Mais íntimos ainda do casal brasileiro foram os filósofos franceses Simone de Beauvoir e Jean-Paul Sartre. A aproximação entre eles era tanta que o existencialista Sartre veio ao Brasil, na década de 60 a convite dos amigos. Juntos, visitaram diversas partes do País e os momentos mais significativos dessa viagem foram registrados por Zélia em fotografias. Além das imagens, histórias e muitas lembranças, desde esse encontro em terras brasileiras, Zélia guardava em uma caixinha de jóias um anel com a pedra Jade, que ganhou de Simone de Beauvoir, na partida dela para a França.
Contar detalhes sobre essa história de amizade sempre foi um motivo de emoção para a escritora, que apesar de ter nascido em São Paulo, no dia 2 de julho - coincidentemente a maior data dos festejos cívicos baianos -, ela guardava um amor especial pela Bahia, onde chegou nos anos 60, após morar, de 1950 a 1952 em uma comunidade de escritores na Tchecoslováquia, onde nasceu Paloma.
Ao desembarcar em Salvador, em 1963, o endereço escolhido pelo casal Amado para começar a vida nova foi o número 33 da Rua Alagoinhas, no boêmio bairro do Rio Vermelho. A famosa casa, hoje em processo de transformação no Memorial Jorge Amado, foi, durante muitos anos não só a morada de Jorge e Zélia, mas cenário de valorização dos signos culturais da Bahia e de aconchego. Lá os dois receberam familiares e amigos ilustres. Não foram poucas as pessoas importantes, artistas e autoridades que passaram por ali.
Após o falecimento de Jorge, Zélia passou a ocupar um amplo apartamento no Horto Florestal, mas as lembranças e o coração continuaram na casa da Rua Alagoinhas, onde também foram depositadas as cinzas do seu amado. Bem no jardim, como ele havia pedido, por ser ali seu espaço predileto, no qual passavam, juntos, longas horas. Muito dessa história está contada no livro A Casa do Rio Vermelho, lançado em 1999 - uma coletânea das memórias do casal e da casa mais famosa do bairro.
Até os 63 anos, Zélia tinha a fotografia como principal atividade artística. Chegou a publicar a fotobiografia de Jorge Amado, intitulada Reportagem Incompleta. Pode ter demorado, mas a estréia da escritora Zélia Gattai foi sem comparativos com o livro Anarquistas, Graças a Deus, em 1979, no qual ela relata a vida dos imigrantes italianos em São Paulo, no início do século XX. Para contar essa história, ela se inspirou na trajetória da família, composta por anarquistas defensores de uma sociedade sem leis, sem religião ou propriedade privada, em que mulheres e homens tivessem os mesmos direitos e deveres. Vinte anos depois do lançamento dessa publicação, a obra já contabilizava mais de duzentos mil exemplares vendidos, só no Brasil.

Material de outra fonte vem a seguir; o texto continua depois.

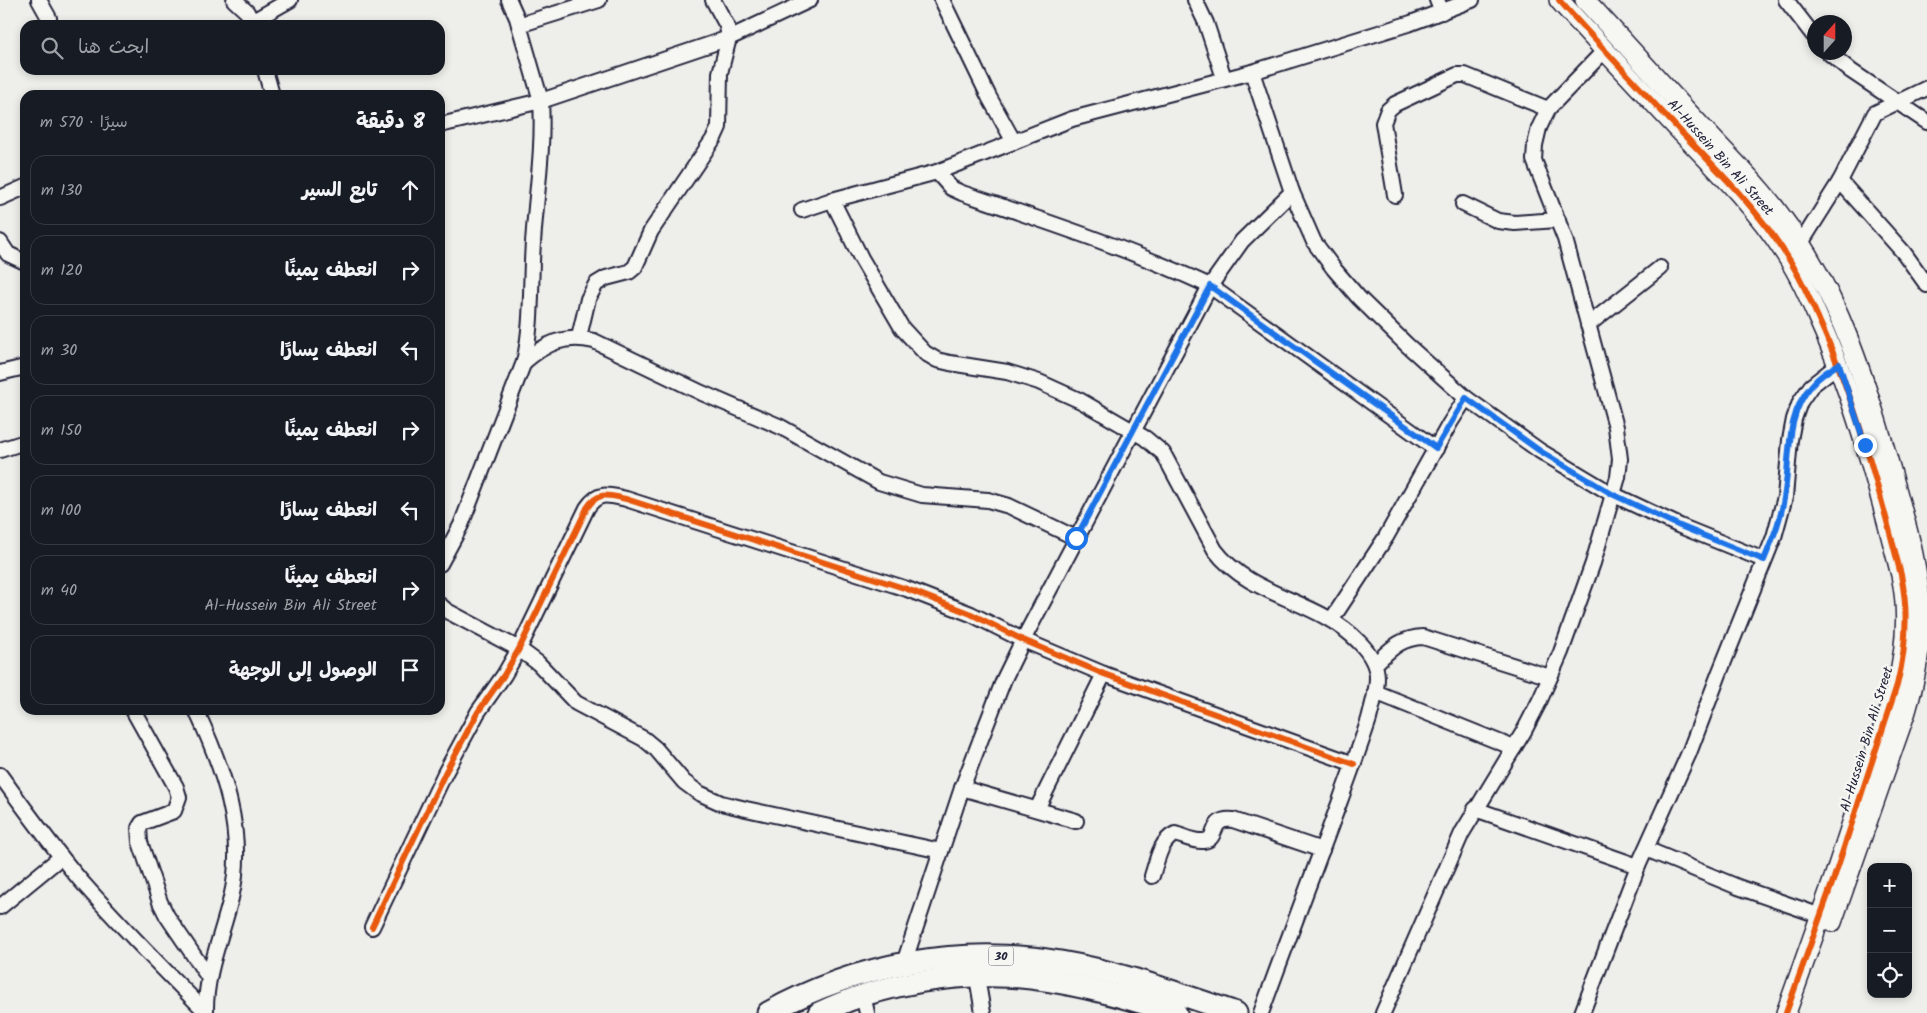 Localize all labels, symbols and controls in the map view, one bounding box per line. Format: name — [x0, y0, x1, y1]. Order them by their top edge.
north arrow — [1807, 15, 1852, 60]
search box — [20, 20, 445, 75]
text: ابحث هنا — [78, 33, 149, 63]
icon: search — [38, 34, 66, 62]
street label: Al-Hussein Bin Ali Street — [1662, 94, 1779, 222]
text: 8 دقيقة — [356, 106, 425, 139]
text: سيرًا · 570 m — [40, 110, 128, 135]
text: تابع السير — [302, 176, 377, 206]
icon: ahead — [396, 176, 424, 204]
text: 130 m — [41, 178, 82, 203]
text: انعطف يمينًا — [285, 256, 377, 286]
icon: right — [396, 256, 424, 284]
text: 120 m — [41, 258, 83, 283]
text: انعطف يسارًا — [280, 336, 377, 366]
icon: left — [396, 336, 424, 364]
text: 30 m — [41, 338, 77, 363]
text: انعطف يمينًا — [285, 416, 377, 446]
icon: right — [396, 416, 424, 444]
text: 150 m — [41, 418, 82, 443]
route end — [1854, 434, 1877, 457]
text: انعطف يسارًا — [280, 496, 377, 526]
icon: left — [396, 496, 424, 524]
text: 100 m — [41, 498, 81, 523]
route start — [1065, 527, 1088, 550]
text: انعطف يمينًا — [285, 563, 377, 593]
icon: right — [396, 576, 424, 604]
text: 40 m — [41, 578, 77, 603]
text: Al-Hussein Bin Ali Street — [205, 593, 377, 618]
text: الوصول إلى الوجهة — [229, 656, 377, 686]
icon: arrive — [396, 656, 424, 684]
street label: Al-Hussein Bin Ali Street — [1834, 663, 1900, 815]
map controls — [1867, 863, 1912, 998]
button: + — [1867, 863, 1912, 908]
button: − — [1867, 908, 1912, 953]
road number: 30 — [988, 946, 1014, 966]
button: locate — [1867, 953, 1912, 998]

A obra da imortal, considerada uma das mais importantes memoralistas do país, também é composta por romances, infantis e fotobiografia. Alguns ganharam tradução para francês, italiano, espanhol, alemão e russo. Anarquistas, Graças a Deus foi adaptado para uma mini-série pela Rede Globo. Já Um Chapéu para viagem, escrito em 1982, com histórias sobre o fim da Segunda Guerra Mundial, a queda da ditadura Vargas, a anistia dos presos políticos e a redemocratização do país, foi levado ao teatro.